Notice that one of the paragraphs contains a single word.

Absolutely. To reiterate, though: a paragraph is by definition [answers.com] a collection of sentences. That collection may, given certain circumstances (usually in either a narrative peice or in dialog, as in your example), be only one sentence long. Furthermore, that one sentence could conceivably consist of just one word. However, this does not mean that every instance of a single word surrounded by hard returns is a sentence. For example...

A.

The.

At.

Not sentences. Not paragraphs.

In English usage, a paragraph is part of a heirarchy of meaning that starts with memes and builds up through words, clauses, sentences, paragraphs, and so on to the document whole.
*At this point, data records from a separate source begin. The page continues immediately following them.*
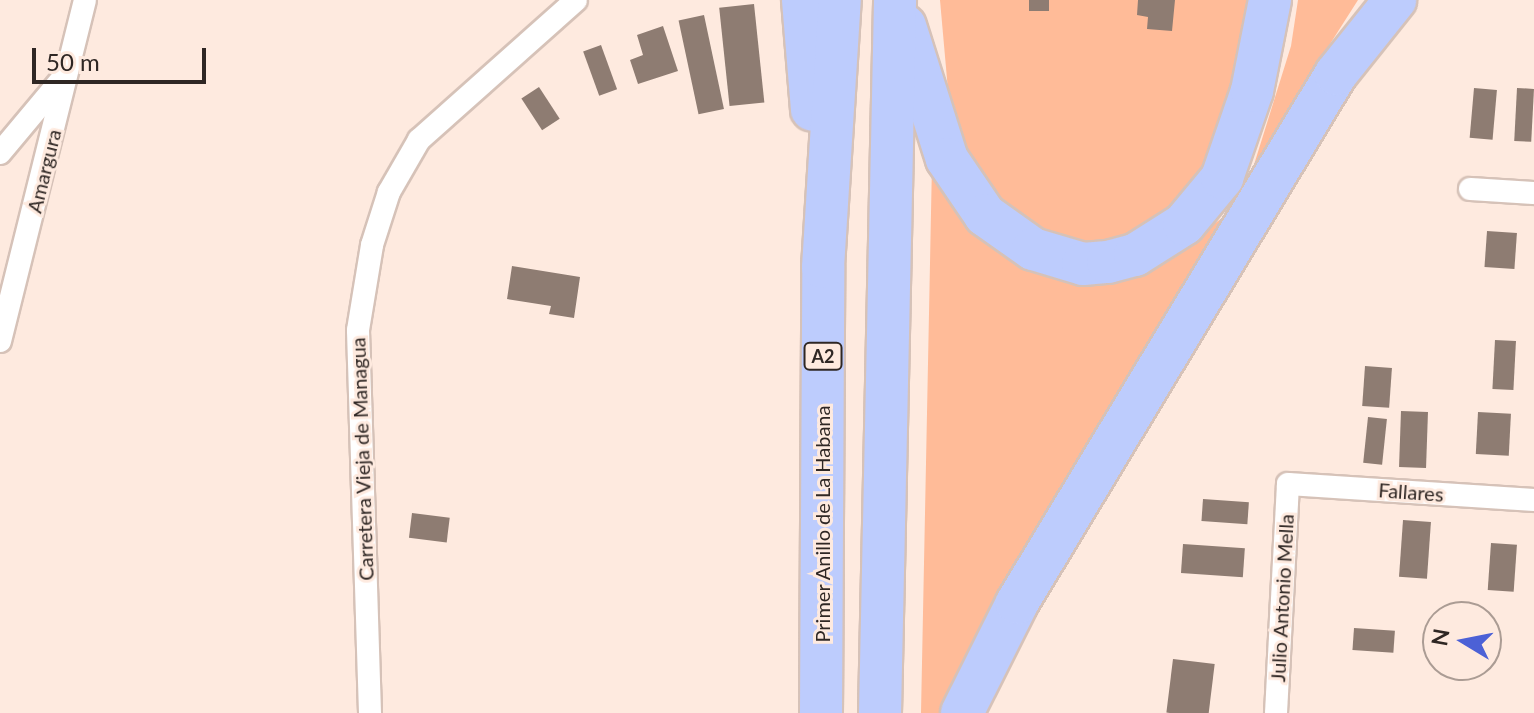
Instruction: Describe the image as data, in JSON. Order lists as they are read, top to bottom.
{
  "streets": {
    "highway": ["A2", "Primer Anillo de La Habana"],
    "street": [
      "Amargura",
      "Carretera Vieja de Managua",
      "Fallares",
      "Julio Antonio Mella"
    ]
  },
  "crossings": [
    ["Fallares", "Julio Antonio Mella"]
  ],
  "scale_bar": "50 m",
  "north": "left"
}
As a unit of meaning in expository writing, it is defined as a collection of sentences which combine to deliver a main idea and supporting evidence. That meaning is somewhat looser in narrative, dialog and a few other forms of writing, but even then you'll notice that a properly structured paragraph is used to deliver a unit of meaning - one persons turn in speaking, emphasis on a particular term or phrase, etc.
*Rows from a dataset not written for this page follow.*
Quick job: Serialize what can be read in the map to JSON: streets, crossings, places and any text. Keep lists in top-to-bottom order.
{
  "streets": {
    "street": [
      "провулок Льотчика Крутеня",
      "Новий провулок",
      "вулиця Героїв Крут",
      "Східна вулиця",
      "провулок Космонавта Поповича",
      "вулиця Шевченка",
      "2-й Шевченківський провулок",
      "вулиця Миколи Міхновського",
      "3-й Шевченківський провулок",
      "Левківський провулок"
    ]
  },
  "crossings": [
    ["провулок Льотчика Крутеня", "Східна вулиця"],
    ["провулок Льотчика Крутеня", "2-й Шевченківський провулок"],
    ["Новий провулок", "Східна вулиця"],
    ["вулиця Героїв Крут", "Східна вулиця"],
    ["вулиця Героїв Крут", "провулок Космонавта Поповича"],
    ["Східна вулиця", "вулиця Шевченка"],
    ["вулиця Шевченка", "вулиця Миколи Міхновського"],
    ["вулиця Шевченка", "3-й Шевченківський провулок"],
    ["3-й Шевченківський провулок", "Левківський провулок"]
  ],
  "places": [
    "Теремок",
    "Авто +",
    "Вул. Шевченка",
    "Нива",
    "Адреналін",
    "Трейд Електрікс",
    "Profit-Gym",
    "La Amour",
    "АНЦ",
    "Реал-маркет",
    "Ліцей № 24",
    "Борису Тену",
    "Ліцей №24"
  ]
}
In other words, there is a rhyme and reason to where paragraph breaks occur in written language, and it is not - or should not be - an arbitrary insertion of a hard return. This, of course, is not to imply that anyone here said it was, but only to support the argument that a paragraph serves more than just a typographic function. It is an integral part of making written language comprehensible.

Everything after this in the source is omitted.